Sana icimi dokmek icin geldim. Yine ayni yerde hissediyorum kendimi. Bir anda koptum gerceklikten. Sadece bir an icin yazabilecegimi hissettim ve biraktim herseyi. Anlatmak istiyorum hislerimi. Yine nafile cabaladigimi bilerek hem de. Yahu diyorum benim neyim eksik. Herseyim tam gorundugu halde neden dusunmek gucunu kendimde bulamiyorum. Iki satir karaladiktan sonra niye vazgeciyorum hemen.
Halbuki o kadar doluyum bir bilsen.
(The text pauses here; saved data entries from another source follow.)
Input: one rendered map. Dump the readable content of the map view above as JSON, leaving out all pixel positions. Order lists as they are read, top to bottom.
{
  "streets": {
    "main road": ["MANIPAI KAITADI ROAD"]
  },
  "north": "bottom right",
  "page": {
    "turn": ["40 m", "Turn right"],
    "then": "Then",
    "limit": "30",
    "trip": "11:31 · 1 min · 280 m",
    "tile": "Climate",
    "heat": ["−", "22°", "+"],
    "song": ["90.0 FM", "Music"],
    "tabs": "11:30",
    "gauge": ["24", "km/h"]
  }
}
Romanlar, hikayeler, denemeler sakliyorum icimde. Ha bir de ikilikler belki. Ama hepsi bana kaliyor cunku ben anlatacak kabiliyeti goremiyorum kendimde.
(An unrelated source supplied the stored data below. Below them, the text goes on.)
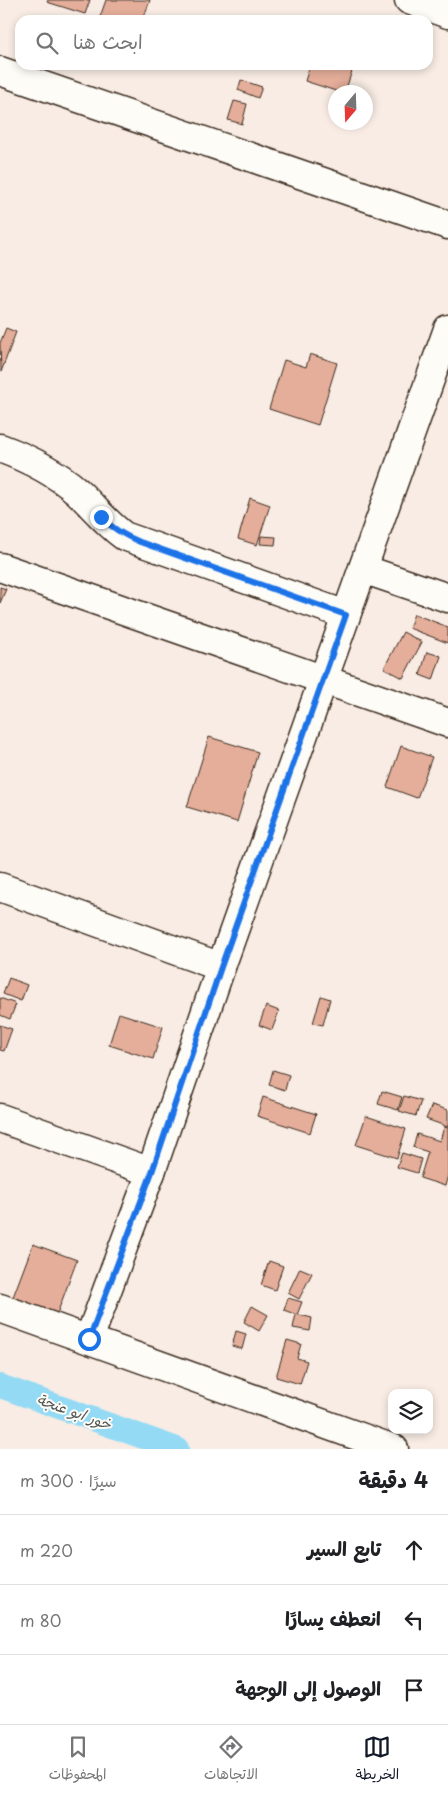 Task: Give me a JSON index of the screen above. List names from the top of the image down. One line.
{"water":["خور ابو عنجة"],"north":"bottom","page":{"search":"ابحث هنا","heading":["4 دقيقة","سيرًا · 300 m"],"list":[["تابع السير","220 m"],["انعطف يسارًا","80 m"],"الوصول إلى الوجهة"],"nav":["الخريطة","الاتجاهات","المحفوظات"]}} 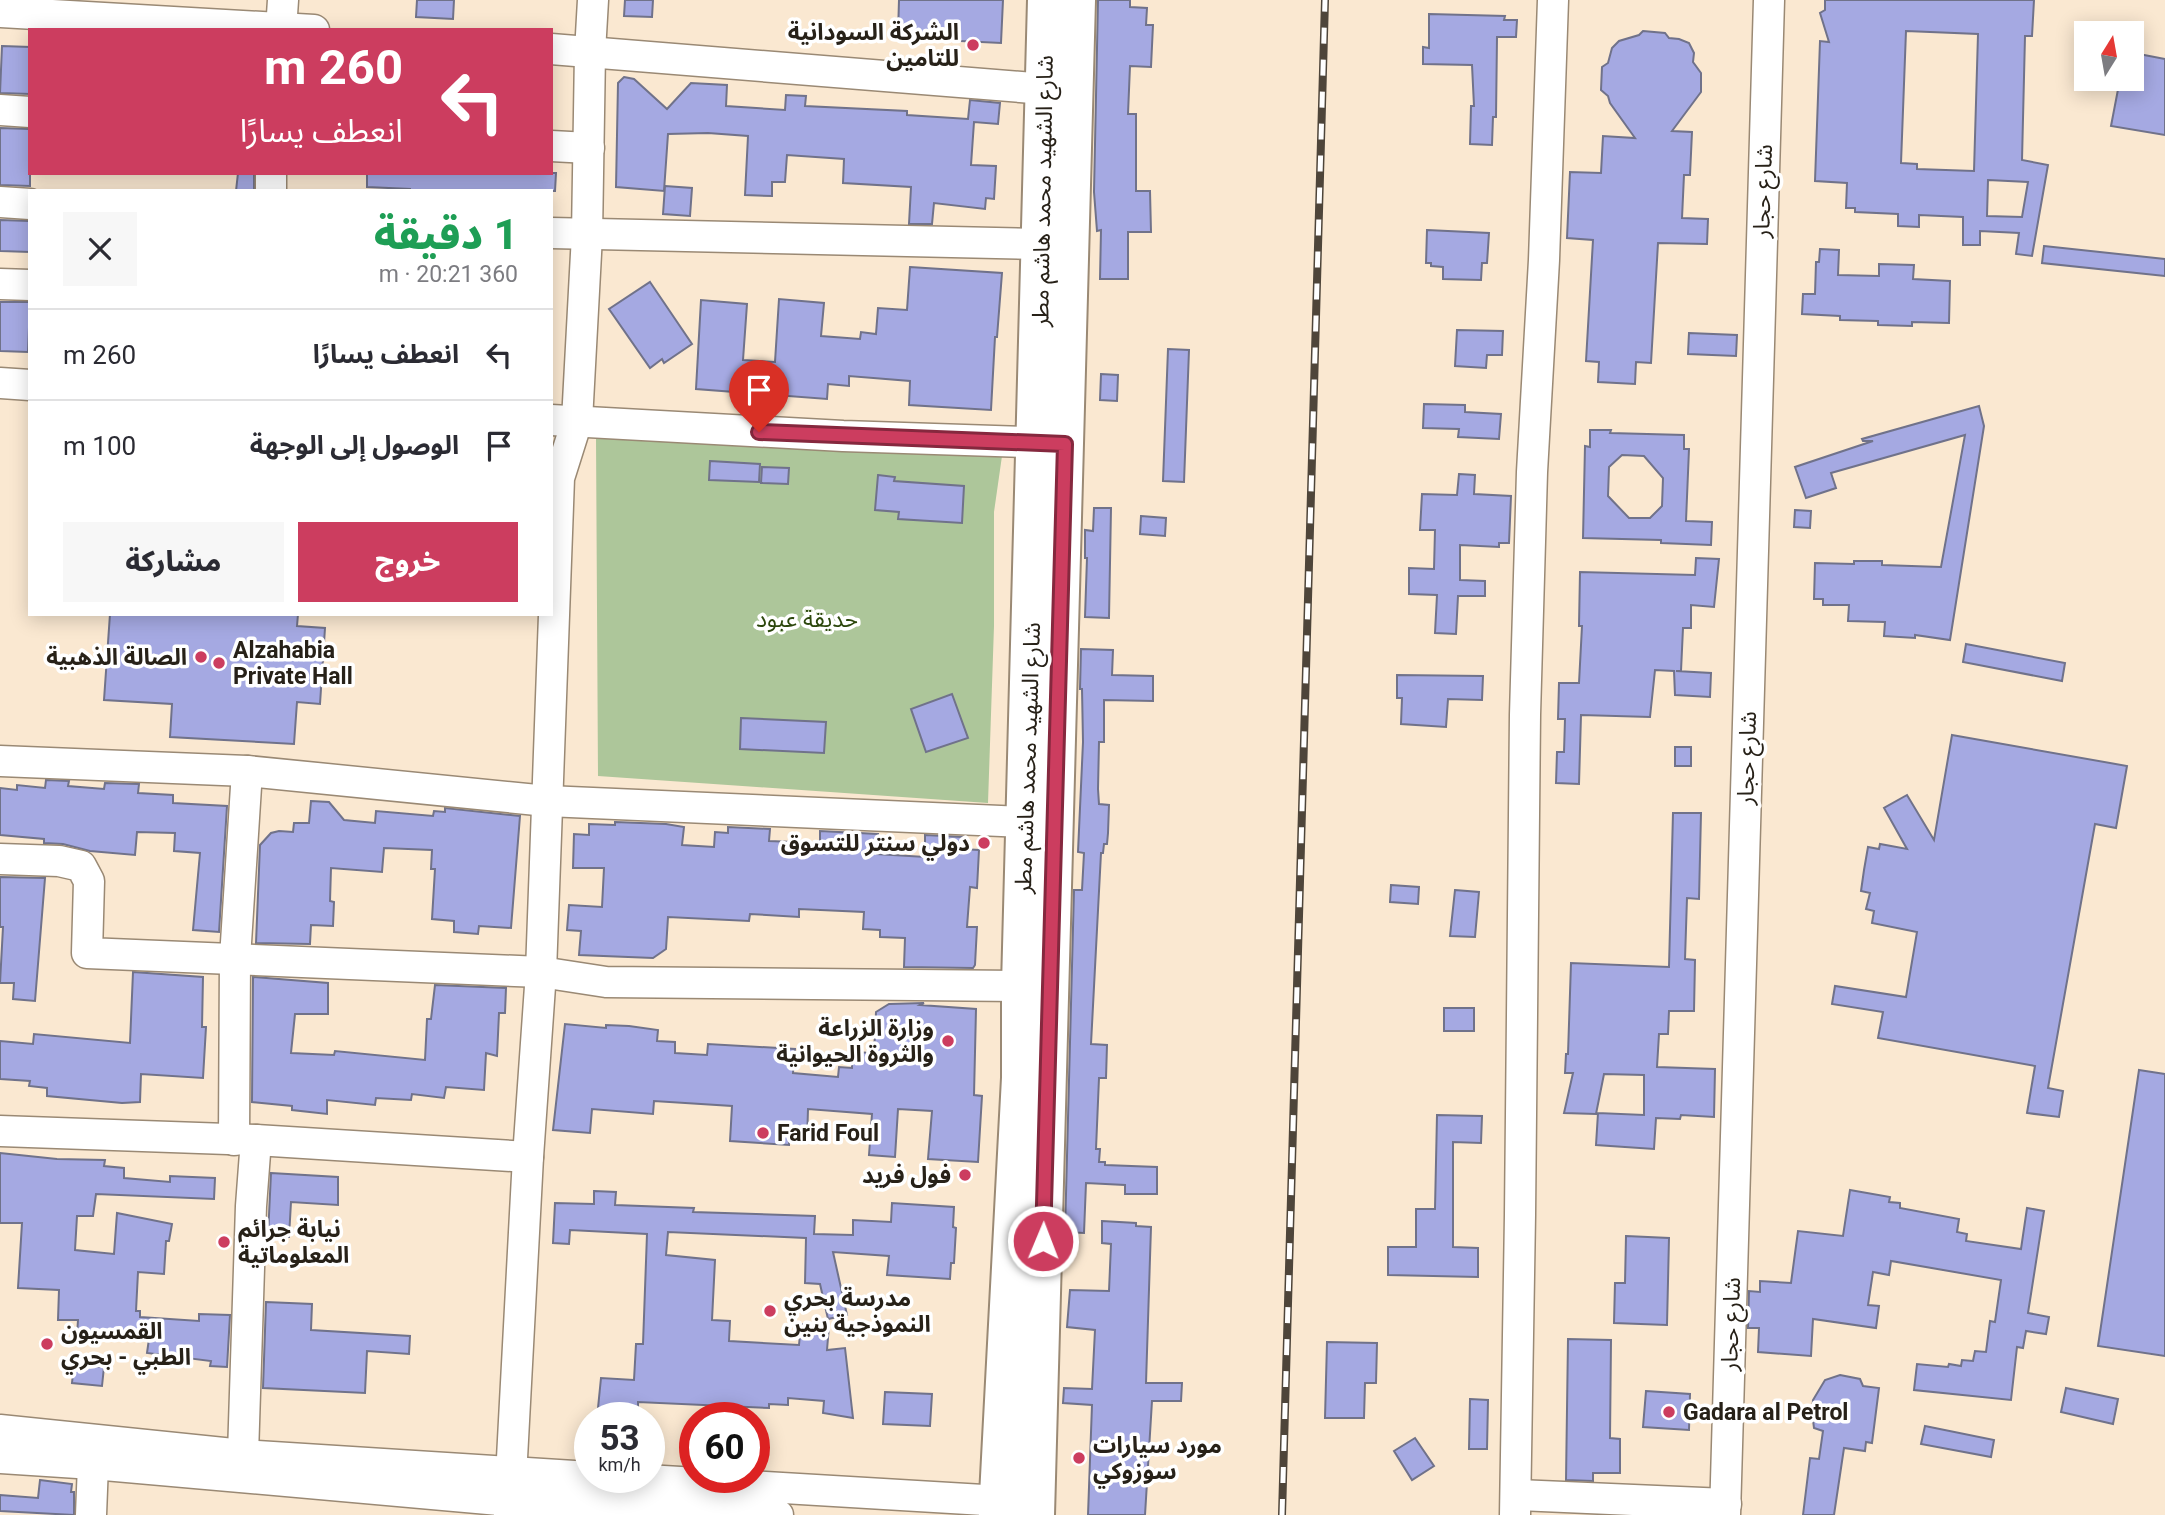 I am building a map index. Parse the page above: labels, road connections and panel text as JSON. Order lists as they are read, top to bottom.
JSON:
{
  "streets": {
    "main road": ["شارع الشهيد محمد هاشم مطر"],
    "street": ["شارع حجار"]
  },
  "parks": ["حديقة عبود"],
  "places": [
    "الشركة السودانية للتامين",
    "الصالة الذهبية",
    "Alzahabia Private Hall",
    "دولي سنتر للتسوق",
    "وزارة الزراعة والثروة الحيوانية",
    "Farid Foul",
    "فول فريد",
    "نيابة جرائم المعلوماتية",
    "مدرسة بحري النموذجية بنين",
    "القمسيون الطبي - بحري",
    "Gadara al Petrol",
    "مورد سيارات سوزوكي"
  ],
  "north": "top",
  "page": {
    "turn": ["260 m", "انعطف يسارًا"],
    "heading": ["1 دقيقة", "360 m · 20:21"],
    "list": [
      {
        "name": "انعطف يسارًا",
        "value": "260 m"
      },
      {
        "name": "الوصول إلى الوجهة",
        "value": "100 m"
      }
    ],
    "buttons": ["خروج", "مشاركة"],
    "speed": "53 km/h",
    "limit": "60"
  }
}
Yollar teptim yillarca. Bu bile basli basina bir yazma sebebi olmamali mi? Buyuk acilar gordum sevincler gelen arkalarindan. Bir nebze yokluk ve cokca karin toklugu kit kanaat. Ortalama insanlardan ortalama bir insan olarak ortalama hayatlara sahitlik ettim. Kisacasi malzemelerim boldu. Olmadi olmuyor ve bu gidisle olmayacak gibi.
Benim hikayem vazgecislerin toplamidir. Hedeflerden kacislarin, guvenli limanlara siginislarin, arzularinin pesinden kosanlarin degil, uzerine binen sorumlulugu kaldirmak icin omurunu harcamanin ya da oyle sanmanin hikayesi. Benim hikayem iki kelimeyi bir araya getirememenin, fikirlerini savunmak yerine baskalarinin dusuncelerini kabullenmenin, kolayciligin hikayesidir. Benim hikayem iyi paketlenmis Cin mali ucuz bir oyuncagin hikayesidir. Disaridan bakanlarin gipta ettigi ama yakindan inceleyenlerin begenmeyecegi bir hikaye. Daha da kotusu hikayenin sahibinin de kendisini begenmedigi.
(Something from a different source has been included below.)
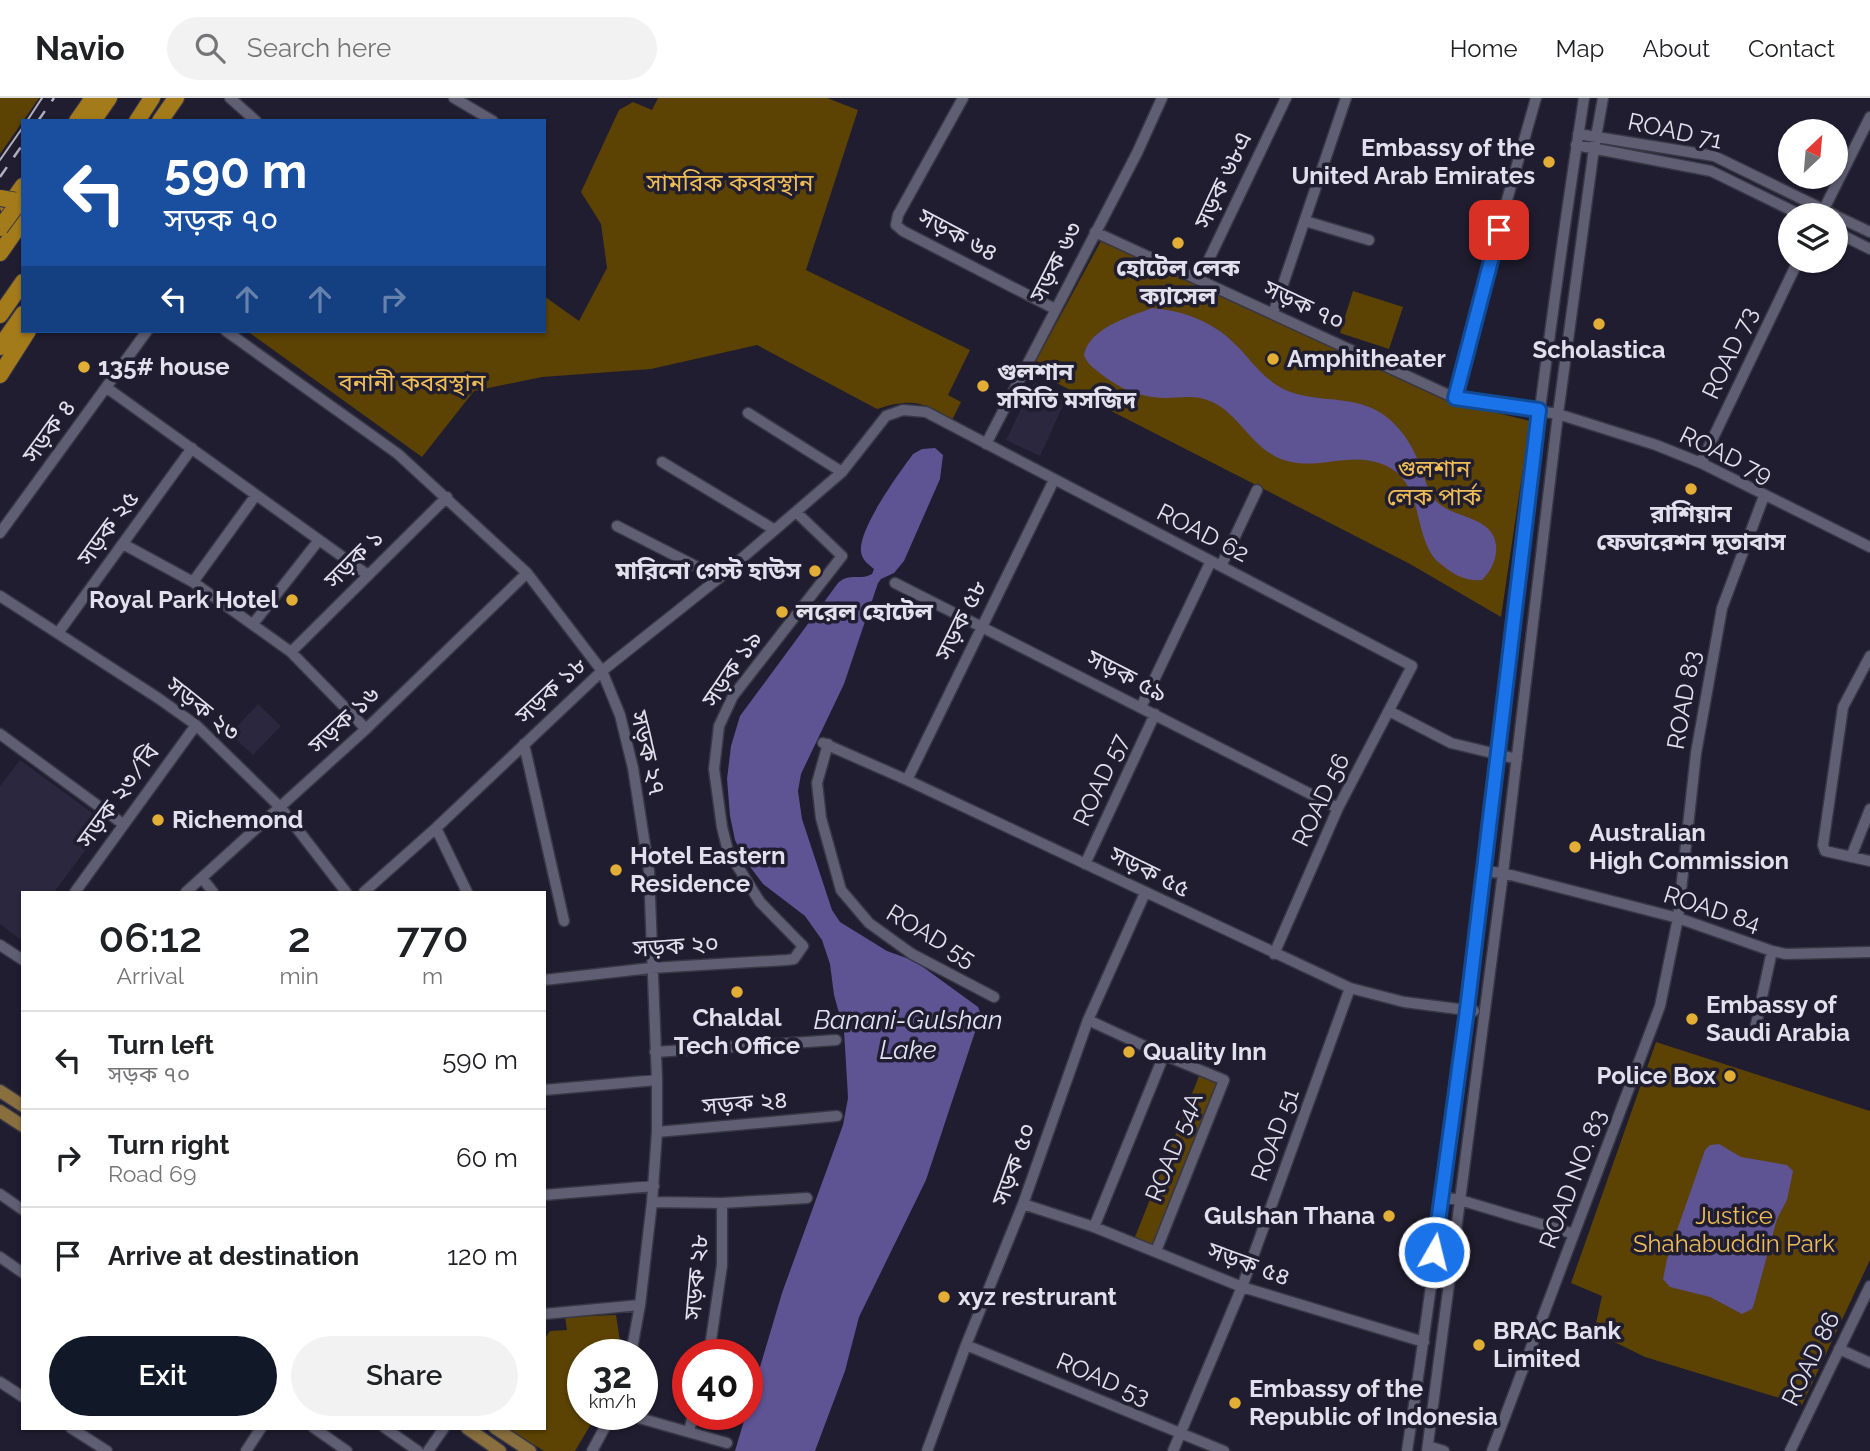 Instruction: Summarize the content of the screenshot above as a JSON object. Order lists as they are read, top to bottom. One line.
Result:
{"streets":{"street":["ROAD 71","সড়ক ৬৮এ","সড়ক ৬৪","সড়ক ৬৩","সড়ক ৭০","ROAD 73","সড়ক ৪","ROAD 79","সড়ক ২৫","ROAD 62","সড়ক ১","সড়ক ৫৮","সড়ক ১৯","সড়ক ৫৯","সড়ক ১৮","ROAD 83","সড়ক ২৩","সড়ক ১৬","সড়ক ২৭","ROAD 57","সড়ক ২৩/বি","ROAD 56","সড়ক ৫৫","ROAD 84","ROAD 55","সড়ক ২০","সড়ক ২৪","ROAD 51","ROAD 54A","সড়ক ৫০","ROAD NO. 83","সড়ক ৫৪","সড়ক ২৮","ROAD 86","ROAD 53"]},"crossings":[["সড়ক ৬৮এ","সড়ক ৭০"],["সড়ক ৬৪","সড়ক ৬৩"],["সড়ক ৬৩","সড়ক ৭০"],["সড়ক ৬৩","ROAD 62"],["সড়ক ৭০","ROAD 79"],["ROAD 73","ROAD 79"],["ROAD 79","ROAD 83"],["সড়ক ২৫","সড়ক ২৩"],["ROAD 62","সড়ক ৫৮"],["ROAD 62","সড়ক ১৮"],["ROAD 62","ROAD 56"],["সড়ক ১","সড়ক ২৭"],["সড়ক ৫৮","সড়ক ৫৯"],["সড়ক ৫৮","সড়ক ৫৫"],["সড়ক ১৯","সড়ক ১৮"],["সড়ক ১৯","সড়ক ২০"],["সড়ক ৫৯","ROAD 57"],["সড়ক ৫৯","ROAD 56"],["সড়ক ১৮","সড়ক ২৭"],["ROAD 83","ROAD 84"],["ROAD 83","ROAD NO. 83"],["সড়ক ২৩","সড়ক ১৬"],["সড়ক ২৩","সড়ক ২৩/বি"],["সড়ক ১৬","সড়ক ২৭"],["সড়ক ২৭","সড়ক ২০"],["সড়ক ২৭","সড়ক ২৪"],["সড়ক ২৭","সড়ক ২৮"],["ROAD 57","সড়ক ৫৫"],["ROAD 56","সড়ক ৫৫"],["সড়ক ৫৫","ROAD 55"],["সড়ক ৫৫","ROAD 51"],["সড়ক ৫৫","সড়ক ৫০"],["ROAD 84","ROAD NO. 83"],["ROAD 51","সড়ক ৫৪"],["ROAD 51","ROAD 53"],["ROAD 54A","সড়ক ৫০"],["ROAD 54A","সড়ক ৫৪"],["সড়ক ৫০","সড়ক ৫৪"],["সড়ক ৫০","ROAD 53"]],"water":["Banani-Gulshan Lake"],"parks":["সামরিক কবরস্থান","বনানী কবরস্থান","গুলশান লেক পার্ক","Justice Shahabuddin Park"],"places":["Embassy of the United Arab Emirates","হোটেল লেক ক্যাসেল","Scholastica","Amphitheater","135# house","গুলশান সমিতি মসজিদ","রাশিয়ান ফেডারেশন দূতাবাস","মারিনো গেস্ট হাউস","Royal Park Hotel","লরেল হোটেল","Richemond","Australian High Commission","Hotel Eastern Residence","Chaldal Tech Office","Embassy of Saudi Arabia","Quality Inn","Police Box","Gulshan Thana","xyz restrurant","BRAC Bank Limited","Embassy of the Republic of Indonesia"],"north":"top right","page":{"header":"Navio","search":"Search here","nav":["Home","Map","About","Contact"],"turn":["590 m","সড়ক ৭০"],"eta":["06:12","Arrival","2","min","770","m"],"list":[{"name":"Turn left","note":"সড়ক ৭০","value":"590 m"},{"name":"Turn right","note":"Road 69","value":"60 m"},{"name":"Arrive at destination","value":"120 m"}],"buttons":["Exit","Share"],"speed":"32 km/h","limit":"40"}}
Simdi dostum giderek tikandigimi, her gecen gun kendimden umidimi daha fazla kestigimi ve hayata dair heyecanimin azaldigini goruyor, benden beklentilerin altinda eziliyor ve suyun uzerindeki saman copu misali ruzgarin beni nereye goturecegini bekleyerek zamandan dusuyorum. Yolun sonuna geldigimi hissediyorum bazen. Butun bunlari neden hissediyorum peki? Yazamadigim icin. Sanslisin dostum. Sen yazabiliyorsun.